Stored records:
* * *
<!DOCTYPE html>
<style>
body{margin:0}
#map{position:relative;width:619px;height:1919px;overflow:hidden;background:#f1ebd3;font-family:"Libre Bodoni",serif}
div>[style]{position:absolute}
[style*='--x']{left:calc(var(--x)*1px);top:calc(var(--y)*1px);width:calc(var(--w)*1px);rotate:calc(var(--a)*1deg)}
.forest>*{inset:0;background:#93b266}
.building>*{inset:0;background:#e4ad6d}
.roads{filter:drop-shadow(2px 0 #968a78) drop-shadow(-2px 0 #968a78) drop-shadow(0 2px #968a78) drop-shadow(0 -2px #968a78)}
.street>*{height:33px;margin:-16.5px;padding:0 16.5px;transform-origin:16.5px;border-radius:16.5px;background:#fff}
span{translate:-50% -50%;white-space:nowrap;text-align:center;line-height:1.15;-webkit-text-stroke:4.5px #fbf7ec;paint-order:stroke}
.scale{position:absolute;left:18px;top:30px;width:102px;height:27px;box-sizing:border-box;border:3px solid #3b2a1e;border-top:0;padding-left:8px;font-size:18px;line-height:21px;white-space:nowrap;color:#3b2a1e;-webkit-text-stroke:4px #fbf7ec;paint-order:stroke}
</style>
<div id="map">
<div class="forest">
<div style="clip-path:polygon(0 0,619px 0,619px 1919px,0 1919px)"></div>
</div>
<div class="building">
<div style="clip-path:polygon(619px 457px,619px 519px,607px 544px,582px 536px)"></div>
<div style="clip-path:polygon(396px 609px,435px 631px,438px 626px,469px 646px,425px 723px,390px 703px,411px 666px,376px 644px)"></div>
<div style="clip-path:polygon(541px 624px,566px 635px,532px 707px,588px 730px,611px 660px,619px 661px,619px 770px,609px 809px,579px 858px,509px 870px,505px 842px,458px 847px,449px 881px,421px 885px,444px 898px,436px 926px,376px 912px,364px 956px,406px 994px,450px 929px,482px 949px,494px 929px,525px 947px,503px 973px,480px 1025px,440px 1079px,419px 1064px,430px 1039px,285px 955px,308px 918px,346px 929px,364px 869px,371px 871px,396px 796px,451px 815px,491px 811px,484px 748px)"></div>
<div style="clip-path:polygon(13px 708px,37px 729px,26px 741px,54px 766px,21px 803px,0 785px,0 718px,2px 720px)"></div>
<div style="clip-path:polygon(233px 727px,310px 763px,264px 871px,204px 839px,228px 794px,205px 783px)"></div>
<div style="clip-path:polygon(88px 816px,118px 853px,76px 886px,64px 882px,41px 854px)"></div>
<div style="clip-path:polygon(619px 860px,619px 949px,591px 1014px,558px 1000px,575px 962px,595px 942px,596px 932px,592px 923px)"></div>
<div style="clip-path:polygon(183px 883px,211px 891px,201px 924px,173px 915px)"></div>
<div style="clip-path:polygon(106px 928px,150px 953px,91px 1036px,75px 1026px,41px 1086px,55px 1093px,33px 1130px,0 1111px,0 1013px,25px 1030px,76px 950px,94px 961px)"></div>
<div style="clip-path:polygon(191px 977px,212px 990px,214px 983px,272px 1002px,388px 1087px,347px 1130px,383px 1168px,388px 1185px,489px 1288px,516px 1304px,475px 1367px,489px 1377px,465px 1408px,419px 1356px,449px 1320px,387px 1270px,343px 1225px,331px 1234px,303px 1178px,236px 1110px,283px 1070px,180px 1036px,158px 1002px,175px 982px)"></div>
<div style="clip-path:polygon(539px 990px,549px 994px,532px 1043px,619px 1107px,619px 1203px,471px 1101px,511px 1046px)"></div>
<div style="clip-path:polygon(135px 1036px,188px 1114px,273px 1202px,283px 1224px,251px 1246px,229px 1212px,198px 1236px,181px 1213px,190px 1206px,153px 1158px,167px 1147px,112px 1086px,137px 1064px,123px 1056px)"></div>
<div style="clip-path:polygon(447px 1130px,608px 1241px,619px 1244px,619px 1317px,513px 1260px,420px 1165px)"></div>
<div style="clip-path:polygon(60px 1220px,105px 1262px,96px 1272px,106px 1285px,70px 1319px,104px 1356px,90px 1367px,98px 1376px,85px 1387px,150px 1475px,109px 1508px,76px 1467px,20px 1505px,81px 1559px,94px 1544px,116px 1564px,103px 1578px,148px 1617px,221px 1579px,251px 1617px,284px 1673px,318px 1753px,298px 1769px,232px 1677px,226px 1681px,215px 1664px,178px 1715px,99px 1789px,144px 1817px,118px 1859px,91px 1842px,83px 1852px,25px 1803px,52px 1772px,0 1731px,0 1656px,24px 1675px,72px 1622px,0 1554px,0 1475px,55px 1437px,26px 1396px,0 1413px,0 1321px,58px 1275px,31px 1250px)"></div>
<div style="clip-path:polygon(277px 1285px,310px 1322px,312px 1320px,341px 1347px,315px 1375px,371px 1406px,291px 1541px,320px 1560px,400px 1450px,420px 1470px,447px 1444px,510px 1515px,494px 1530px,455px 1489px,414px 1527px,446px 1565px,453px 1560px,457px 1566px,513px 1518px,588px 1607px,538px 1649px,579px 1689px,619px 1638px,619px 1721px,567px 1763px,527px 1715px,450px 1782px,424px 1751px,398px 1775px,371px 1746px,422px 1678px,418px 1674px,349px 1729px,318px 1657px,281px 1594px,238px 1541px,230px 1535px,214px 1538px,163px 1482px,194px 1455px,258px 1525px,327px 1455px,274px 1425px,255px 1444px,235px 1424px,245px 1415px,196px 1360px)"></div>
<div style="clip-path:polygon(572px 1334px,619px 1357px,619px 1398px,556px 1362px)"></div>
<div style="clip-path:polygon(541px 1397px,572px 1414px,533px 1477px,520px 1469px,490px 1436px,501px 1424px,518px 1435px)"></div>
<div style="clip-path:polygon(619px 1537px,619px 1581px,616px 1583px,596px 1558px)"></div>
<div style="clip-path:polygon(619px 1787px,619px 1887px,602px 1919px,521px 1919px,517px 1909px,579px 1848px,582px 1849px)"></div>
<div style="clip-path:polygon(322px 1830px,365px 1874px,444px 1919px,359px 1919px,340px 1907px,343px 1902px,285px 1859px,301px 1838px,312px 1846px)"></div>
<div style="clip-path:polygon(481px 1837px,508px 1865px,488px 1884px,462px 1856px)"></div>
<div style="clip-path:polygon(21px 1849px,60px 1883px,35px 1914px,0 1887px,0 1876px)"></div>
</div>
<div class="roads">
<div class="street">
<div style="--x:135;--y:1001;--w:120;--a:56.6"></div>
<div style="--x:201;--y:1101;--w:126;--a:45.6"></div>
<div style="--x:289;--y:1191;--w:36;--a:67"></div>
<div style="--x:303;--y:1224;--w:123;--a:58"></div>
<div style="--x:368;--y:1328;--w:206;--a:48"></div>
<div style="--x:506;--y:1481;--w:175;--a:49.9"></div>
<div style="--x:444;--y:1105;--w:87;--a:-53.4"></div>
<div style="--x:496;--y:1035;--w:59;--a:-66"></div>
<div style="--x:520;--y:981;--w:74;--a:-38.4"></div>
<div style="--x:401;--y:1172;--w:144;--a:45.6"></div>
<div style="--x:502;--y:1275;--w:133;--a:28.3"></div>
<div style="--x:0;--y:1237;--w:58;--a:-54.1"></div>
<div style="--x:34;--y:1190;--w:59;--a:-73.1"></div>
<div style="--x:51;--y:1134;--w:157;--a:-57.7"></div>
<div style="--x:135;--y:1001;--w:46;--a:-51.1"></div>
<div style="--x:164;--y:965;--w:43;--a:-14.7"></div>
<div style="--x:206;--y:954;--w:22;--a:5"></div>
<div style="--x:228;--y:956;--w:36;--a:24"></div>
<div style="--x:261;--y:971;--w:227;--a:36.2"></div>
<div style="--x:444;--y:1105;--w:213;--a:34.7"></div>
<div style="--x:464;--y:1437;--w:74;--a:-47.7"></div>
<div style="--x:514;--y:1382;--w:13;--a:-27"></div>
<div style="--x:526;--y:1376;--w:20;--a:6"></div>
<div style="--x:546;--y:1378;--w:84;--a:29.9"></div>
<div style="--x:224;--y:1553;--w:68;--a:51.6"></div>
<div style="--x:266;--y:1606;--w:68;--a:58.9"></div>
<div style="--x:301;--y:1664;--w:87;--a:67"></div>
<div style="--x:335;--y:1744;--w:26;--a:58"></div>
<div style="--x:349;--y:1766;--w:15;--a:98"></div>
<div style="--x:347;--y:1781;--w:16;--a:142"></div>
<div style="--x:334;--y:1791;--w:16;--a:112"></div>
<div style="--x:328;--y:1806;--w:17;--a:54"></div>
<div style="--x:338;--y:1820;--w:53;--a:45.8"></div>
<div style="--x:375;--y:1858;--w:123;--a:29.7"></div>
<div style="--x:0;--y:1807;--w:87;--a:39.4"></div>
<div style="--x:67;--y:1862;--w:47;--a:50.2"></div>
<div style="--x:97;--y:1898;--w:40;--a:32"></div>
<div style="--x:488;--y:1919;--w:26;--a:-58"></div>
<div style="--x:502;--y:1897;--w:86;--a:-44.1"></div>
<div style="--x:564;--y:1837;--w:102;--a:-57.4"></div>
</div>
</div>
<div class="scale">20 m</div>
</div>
* * *
• PROBLEM DETAILS
Beginning at the first line of the data above, retype each line until you reach the line containing "0 #968a78) drop-shadow(-2px", and include that one too. Add nothing else.

• RESPONSE TO THIS TASK
<!DOCTYPE html>
<style>
body{margin:0}
#map{position:relative;width:619px;height:1919px;overflow:hidden;background:#f1ebd3;font-family:"Libre Bodoni",serif}
div>[style]{position:absolute}
[style*='--x']{left:calc(var(--x)*1px);top:calc(var(--y)*1px);width:calc(var(--w)*1px);rotate:calc(var(--a)*1deg)}
.forest>*{inset:0;background:#93b266}
.building>*{inset:0;background:#e4ad6d}
.roads{filter:drop-shadow(2px 0 #968a78) drop-shadow(-2px 0 #968a78) drop-shadow(0 2px #968a78) drop-shadow(0 -2px #968a78)}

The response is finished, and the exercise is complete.